The Boroughs offers a bottomless supply of both. A many-legged mystery monster is slowly killing residents, and the glamorous couple that owns the complex (Seth Numrich and Alice Kremelberg) seems more concerned with keeping up immaculate appearances than with investigating. Certain that going public with their fears will only get them confined to the Boroughs’ eerie nursing unit, Sam and his friends are left to defend themselves from whatever is preying on them.
From left: Clarke Peters, Geena Davis, Bill Pullman, Alfre Woodard, and Alfred Molina in The Boroughs —NetflixEasily the best of the three Netflix series the Duffers have shepherded since Stranger Things ended last year (including the animated spinoff Stranger Things: Tales From ’85 and wedding chiller Something Very Bad Is Going to Happen), The Boroughs shares that franchise’s Spielbergian juxtaposition of horror and heart.
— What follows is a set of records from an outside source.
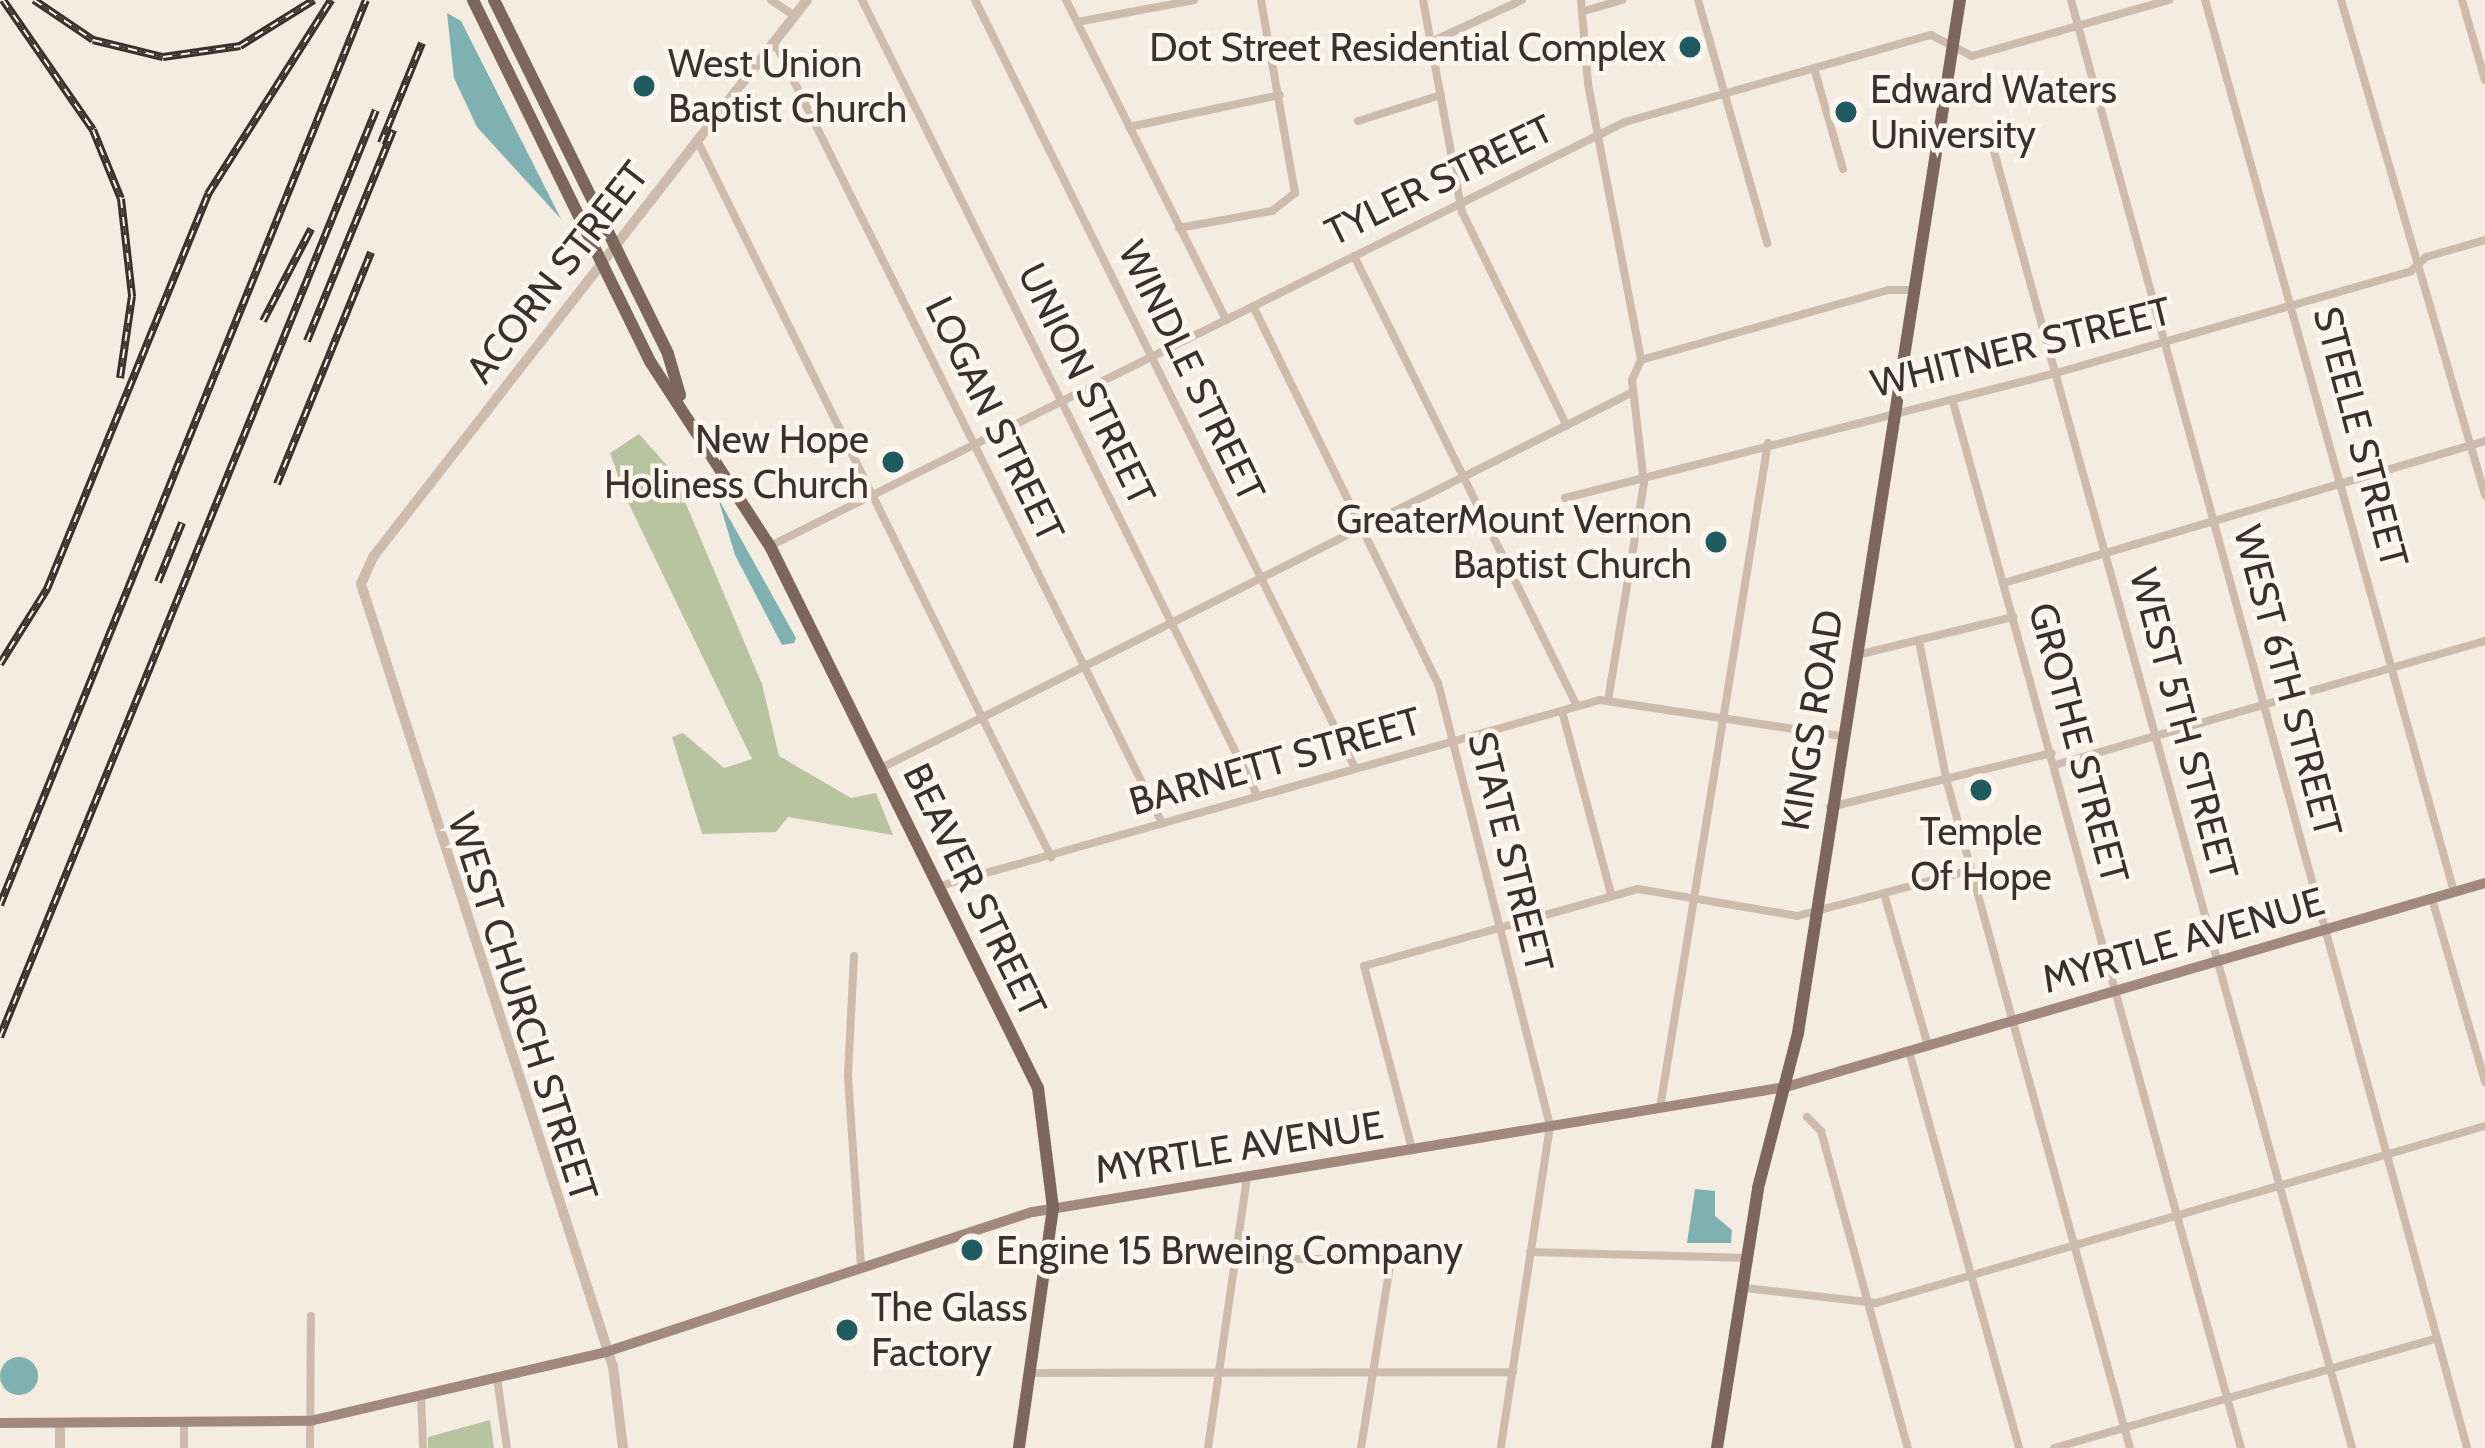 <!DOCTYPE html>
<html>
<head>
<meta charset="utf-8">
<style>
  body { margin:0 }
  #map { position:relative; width:2485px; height:1448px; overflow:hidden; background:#f4ebe1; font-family:Cabin,sans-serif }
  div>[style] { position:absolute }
  .green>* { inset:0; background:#b8c4a0 }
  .water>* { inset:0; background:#7fb0b2 }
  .round { border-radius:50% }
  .minor>* { height:8px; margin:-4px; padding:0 4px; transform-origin:4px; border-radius:4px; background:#cdbbac }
  .tertiary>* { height:10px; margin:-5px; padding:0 5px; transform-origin:5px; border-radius:5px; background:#cdbbac }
  .secondary>* { height:10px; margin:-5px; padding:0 5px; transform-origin:5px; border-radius:5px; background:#a18a7d }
  .primary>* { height:12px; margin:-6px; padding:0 6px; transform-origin:6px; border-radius:6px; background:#7d675c }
  .rail>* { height:8px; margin-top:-4px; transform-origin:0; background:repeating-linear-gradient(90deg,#fbf5ee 0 9px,#3b302b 0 18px); box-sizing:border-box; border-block:3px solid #3b302b }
  .dots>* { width:33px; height:33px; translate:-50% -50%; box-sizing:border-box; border:6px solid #fbf5ee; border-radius:50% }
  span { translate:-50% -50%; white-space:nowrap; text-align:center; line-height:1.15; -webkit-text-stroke:9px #fbf5ee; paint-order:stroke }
  .poi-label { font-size:39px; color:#3b302b }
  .right { translate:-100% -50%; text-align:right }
  .left { translate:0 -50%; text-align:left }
  .street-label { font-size:39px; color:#3b302b }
</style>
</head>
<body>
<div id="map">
  <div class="green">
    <i style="clip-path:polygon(639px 434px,672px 471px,762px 684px,779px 756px,851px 798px,876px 793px,893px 835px,788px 817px,776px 832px,702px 834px,672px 737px,683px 733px,724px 768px,752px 759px,625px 496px,610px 453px)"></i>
    <i style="clip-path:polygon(490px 1420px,494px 1448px,428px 1448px,428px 1437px)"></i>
  </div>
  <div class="water">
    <i style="clip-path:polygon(447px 13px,461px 21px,561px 219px,477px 127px,454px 78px)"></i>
    <i style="clip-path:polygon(718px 498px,796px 638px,794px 643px,782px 645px,735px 555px)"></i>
    <i style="clip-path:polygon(1695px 1189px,1715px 1191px,1715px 1216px,1732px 1230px,1731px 1243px,1687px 1243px)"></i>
    <i class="round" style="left:0;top:1357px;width:38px;height:38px"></i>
  </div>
  <div class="minor">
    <i style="left:771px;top:0;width:29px;rotate:34deg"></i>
    <i style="left:862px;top:0;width:888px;rotate:63.58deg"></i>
    <i style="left:975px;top:0;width:857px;rotate:63.67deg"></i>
    <i style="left:1066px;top:0;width:358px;rotate:63.4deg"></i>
    <i style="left:1423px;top:0;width:216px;rotate:79.6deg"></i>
    <i style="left:1462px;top:212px;width:238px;rotate:63.9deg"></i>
    <i style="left:1581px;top:0;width:84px;rotate:85.2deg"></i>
    <i style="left:1588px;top:84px;width:281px;rotate:79.1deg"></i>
    <i style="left:1641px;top:360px;width:22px;rotate:114deg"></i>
    <i style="left:1632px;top:380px;width:104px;rotate:83.4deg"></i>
    <i style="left:1644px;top:483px;width:220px;rotate:99.4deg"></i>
    <i style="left:1698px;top:0;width:253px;rotate:74.1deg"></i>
    <i style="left:2071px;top:0;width:1501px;rotate:74.7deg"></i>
    <i style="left:2205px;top:0;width:926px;rotate:74.4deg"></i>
    <i style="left:2341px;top:0;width:516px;rotate:73.78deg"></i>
    <i style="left:2462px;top:0;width:83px;rotate:74deg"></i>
    <i style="left:1584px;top:11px;width:40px;rotate:-16deg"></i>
    <i style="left:1077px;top:22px;width:119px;rotate:-10.6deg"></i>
    <i style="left:774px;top:41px;width:873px;rotate:63.61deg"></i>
    <i style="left:1431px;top:42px;width:100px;rotate:-24.8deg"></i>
    <i style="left:1814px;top:68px;width:105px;rotate:74deg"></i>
    <i style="left:1358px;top:121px;width:87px;rotate:-17.4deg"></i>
    <i style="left:1129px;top:127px;width:154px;rotate:-12deg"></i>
    <i style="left:697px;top:140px;width:800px;rotate:63.72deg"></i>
    <i style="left:1937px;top:140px;width:53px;rotate:-3.2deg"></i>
    <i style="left:1990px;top:137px;width:1360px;rotate:74.56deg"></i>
    <i style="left:1179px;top:228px;width:95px;rotate:-10.4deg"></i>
    <i style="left:1272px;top:211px;width:29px;rotate:-38deg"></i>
    <i style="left:1295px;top:193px;width:196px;rotate:-100deg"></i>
    <i style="left:1354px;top:256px;width:502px;rotate:63.64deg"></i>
    <i style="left:1253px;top:306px;width:420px;rotate:63.9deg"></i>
    <i style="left:1438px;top:683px;width:457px;rotate:75.8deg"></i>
    <i style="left:1550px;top:1126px;width:326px;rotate:98.7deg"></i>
    <i style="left:1641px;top:360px;width:257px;rotate:-15.8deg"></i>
    <i style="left:1888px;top:290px;width:25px"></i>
    <i style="left:1953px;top:402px;width:1085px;rotate:74.61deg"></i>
    <i style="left:1565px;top:498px;width:507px;rotate:-14.28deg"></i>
    <i style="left:2056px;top:373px;width:369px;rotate:-16deg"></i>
    <i style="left:2411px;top:271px;width:21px;rotate:-43deg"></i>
    <i style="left:2426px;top:257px;width:61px;rotate:-16.1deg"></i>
    <i style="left:770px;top:546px;width:954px;rotate:-26.38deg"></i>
    <i style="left:1625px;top:122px;width:318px;rotate:-15.9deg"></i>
    <i style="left:1931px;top:35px;width:46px;rotate:27.1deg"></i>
    <i style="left:1972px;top:56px;width:205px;rotate:-15.9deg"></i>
    <i style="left:2004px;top:583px;width:502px;rotate:-16.45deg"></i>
    <i style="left:1919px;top:641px;width:144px;rotate:78.8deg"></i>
    <i style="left:1947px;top:782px;width:691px;rotate:74.64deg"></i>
    <i style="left:1857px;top:655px;width:161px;rotate:-13.7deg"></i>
    <i style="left:1562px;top:711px;width:189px;rotate:75deg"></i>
    <i style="left:2055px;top:765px;width:448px;rotate:-16.1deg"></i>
    <i style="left:881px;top:768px;width:841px;rotate:-26.57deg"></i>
    <i style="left:1830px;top:807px;width:228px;rotate:-13.7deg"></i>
    <i style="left:940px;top:886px;width:686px;rotate:-15.74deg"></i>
    <i style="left:1600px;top:700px;width:243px;rotate:8.5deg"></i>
    <i style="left:1884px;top:894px;width:157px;rotate:73.8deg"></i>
    <i style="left:2432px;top:899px;width:191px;rotate:73.8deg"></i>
    <i style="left:854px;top:956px;width:120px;rotate:92.9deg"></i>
    <i style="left:848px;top:1076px;width:192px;rotate:86.1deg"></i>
    <i style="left:1909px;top:1051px;width:412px;rotate:74.5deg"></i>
    <i style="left:1660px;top:1108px;width:674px;rotate:-80.78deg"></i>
    <i style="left:1807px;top:1117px;width:20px;rotate:45deg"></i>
    <i style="left:1821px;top:1131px;width:329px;rotate:74.7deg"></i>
    <i style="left:1412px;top:1149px;width:189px;rotate:-104.7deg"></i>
    <i style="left:1364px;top:966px;width:285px;rotate:-15.7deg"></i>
    <i style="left:1638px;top:889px;width:161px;rotate:9.6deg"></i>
    <i style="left:1797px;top:916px;width:180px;rotate:-14.8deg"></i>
    <i style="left:1530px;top:1252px;width:219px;rotate:1.6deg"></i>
    <i style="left:1236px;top:1259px;width:155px"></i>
    <i style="left:1391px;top:1259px;width:191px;rotate:99deg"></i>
    <i style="left:1745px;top:1288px;width:132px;rotate:6.5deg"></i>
    <i style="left:1876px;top:1303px;width:634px;rotate:-16.21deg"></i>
    <i style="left:1030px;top:1373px;width:483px;rotate:-0.1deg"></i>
    <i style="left:497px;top:1378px;width:71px;rotate:81.9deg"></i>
    <i style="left:421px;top:1395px;width:53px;rotate:87.8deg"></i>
    <i style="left:184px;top:1427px;width:21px;rotate:90deg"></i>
    <i style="left:310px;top:1448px;width:132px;rotate:-89.6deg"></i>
    <i style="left:1208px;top:1448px;width:275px;rotate:-81.8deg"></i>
    <i style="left:2054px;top:1448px;width:398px;rotate:-16deg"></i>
  </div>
  <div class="tertiary">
    <i style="left:60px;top:1425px;width:23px;rotate:90deg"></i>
    <i style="left:623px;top:1448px;width:82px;rotate:-97deg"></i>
    <i style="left:613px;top:1367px;width:823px;rotate:-107.84deg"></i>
    <i style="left:361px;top:584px;width:30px;rotate:-66deg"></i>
    <i style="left:373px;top:557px;width:706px;rotate:-52.08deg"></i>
  </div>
  <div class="secondary">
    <i style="left:0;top:1423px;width:310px;rotate:-0.4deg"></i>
    <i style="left:310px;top:1421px;width:304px;rotate:-13.1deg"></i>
    <i style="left:606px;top:1352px;width:449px;rotate:-18.2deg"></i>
    <i style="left:1033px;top:1212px;width:763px;rotate:-9.43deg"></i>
    <i style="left:1786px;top:1087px;width:728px;rotate:-16.27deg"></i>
  </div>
  <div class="primary">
    <i style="left:473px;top:0;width:404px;rotate:63.9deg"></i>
    <i style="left:651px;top:363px;width:218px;rotate:57deg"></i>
    <i style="left:770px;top:546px;width:605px;rotate:63.69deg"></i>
    <i style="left:1038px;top:1088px;width:121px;rotate:82.9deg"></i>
    <i style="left:1053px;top:1208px;width:242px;rotate:98.1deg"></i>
    <i style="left:494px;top:0;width:394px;rotate:63.8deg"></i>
    <i style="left:668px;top:354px;width:43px;rotate:73.7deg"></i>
    <i style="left:1717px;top:1448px;width:263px;rotate:-81deg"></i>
    <i style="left:1758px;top:1188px;width:160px;rotate:-75.5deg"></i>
    <i style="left:1798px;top:1033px;width:1046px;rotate:-81.09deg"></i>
  </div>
  <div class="rail">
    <i style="left:3px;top:0;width:158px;rotate:55.3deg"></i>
    <i style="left:93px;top:130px;width:74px;rotate:67.9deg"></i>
    <i style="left:121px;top:199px;width:98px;rotate:83.5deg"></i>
    <i style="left:132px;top:296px;width:83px;rotate:98.3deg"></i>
    <i style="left:34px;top:0;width:71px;rotate:34.1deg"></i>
    <i style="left:93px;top:40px;width:72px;rotate:13.7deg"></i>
    <i style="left:163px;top:57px;width:78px;rotate:-8.1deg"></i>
    <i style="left:240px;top:46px;width:87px;rotate:-31.9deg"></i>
    <i style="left:381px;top:143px;width:108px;rotate:-67.7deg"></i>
    <i style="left:263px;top:321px;width:104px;rotate:-62.4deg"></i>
    <i style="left:307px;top:341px;width:228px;rotate:-67.8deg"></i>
    <i style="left:277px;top:484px;width:250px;rotate:-67.9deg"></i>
    <i style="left:158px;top:582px;width:64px;rotate:-67.9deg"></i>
    <i style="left:0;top:664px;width:89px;rotate:-57.9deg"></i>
    <i style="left:47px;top:589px;width:427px;rotate:-67.8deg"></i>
    <i style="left:208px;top:194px;width:230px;rotate:-57.6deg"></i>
    <i style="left:0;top:905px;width:976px;rotate:-67.98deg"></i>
    <i style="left:0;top:1037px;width:1000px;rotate:-67.92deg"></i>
  </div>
  <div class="dots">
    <i style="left:1690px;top:47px;background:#1f5a5e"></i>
    <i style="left:644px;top:86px;background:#1f5a5e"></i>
    <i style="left:1846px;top:112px;background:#1f5a5e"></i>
    <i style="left:893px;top:462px;background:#1f5a5e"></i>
    <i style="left:1716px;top:542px;background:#1f5a5e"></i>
    <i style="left:1981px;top:790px;background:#1f5a5e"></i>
    <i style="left:972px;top:1250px;background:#1f5a5e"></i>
    <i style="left:847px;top:1330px;background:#1f5a5e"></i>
  </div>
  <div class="poi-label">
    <span class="right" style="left:1666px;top:47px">Dot Street Residential Complex</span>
    <span class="left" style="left:668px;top:86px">West Union<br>Baptist Church</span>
    <span class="left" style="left:1870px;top:112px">Edward Waters<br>University</span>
    <span class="right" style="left:869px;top:462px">New Hope<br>Holiness Church</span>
    <span class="right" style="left:1692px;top:542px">GreaterMount Vernon<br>Baptist Church</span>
    <span style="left:1981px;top:854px">Temple<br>Of Hope</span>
    <span class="left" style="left:996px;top:1250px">Engine 15 Brweing Company</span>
    <span class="left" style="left:871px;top:1330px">The Glass<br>Factory</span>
  </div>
  <div class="street-label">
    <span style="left:1439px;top:180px;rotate:-26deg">TYLER STREET</span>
    <span style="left:557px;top:272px;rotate:-52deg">ACORN STREET</span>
    <span style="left:2021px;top:347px;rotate:-14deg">WHITNER STREET</span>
    <span style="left:1192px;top:371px;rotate:64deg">WINDLE STREET</span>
    <span style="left:1087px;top:384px;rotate:64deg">UNION STREET</span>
    <span style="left:995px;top:419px;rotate:64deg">LOGAN STREET</span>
    <span style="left:2361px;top:437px;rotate:75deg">STEELE STREET</span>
    <span style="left:2288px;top:681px;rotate:75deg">WEST 6TH STREET</span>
    <span style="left:1812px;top:720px;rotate:-81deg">KINGS ROAD</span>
    <span style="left:2184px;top:724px;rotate:75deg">WEST 5TH STREET</span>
    <span style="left:2079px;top:743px;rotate:75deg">GROTHE STREET</span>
    <span style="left:1275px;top:761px;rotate:-16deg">BARNETT STREET</span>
    <span style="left:1511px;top:852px;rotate:76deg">STATE STREET</span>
    <span style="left:975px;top:890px;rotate:64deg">BEAVER STREET</span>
    <span style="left:2183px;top:940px;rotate:-16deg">MYRTLE AVENUE</span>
    <span style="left:523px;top:1007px;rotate:72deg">WEST CHURCH STREET</span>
    <span style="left:1239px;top:1147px;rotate:-9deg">MYRTLE AVENUE</span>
  </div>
</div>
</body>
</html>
The producers have also acknowledged a debt to Ron Howard’s film Cocoon, another sci-fi story set in a retirement community. Like that classic, the show excels at humanizing, through sharp performances by an all-star cast, characters Hollywood too often caricatures as cute or crotchety, when it deigns to pay them any attention. Even without monsters to fight, the denizens of the Boroughs would be a fun hang.
I do wish we got to know them a bit better. Sadly, The Boroughs also shares with Stranger Things a tendency to stop developing characters and relationships after efficient introductions. (The exception is Wally, a gay man whose memories of the AIDS crisis complicate his every choice.) Instead, both shows keep adding portentous but vague themes until so many ideas have been articulated that only the most anodyne takeaways survive. In this case, the horrors and the pleasures of old age are, finally, reduced to mushy platitudes: “Time is a gift.” “Why does anyone do anything? Love.” You’d think people staring down mortality would have more penetrating insights to share.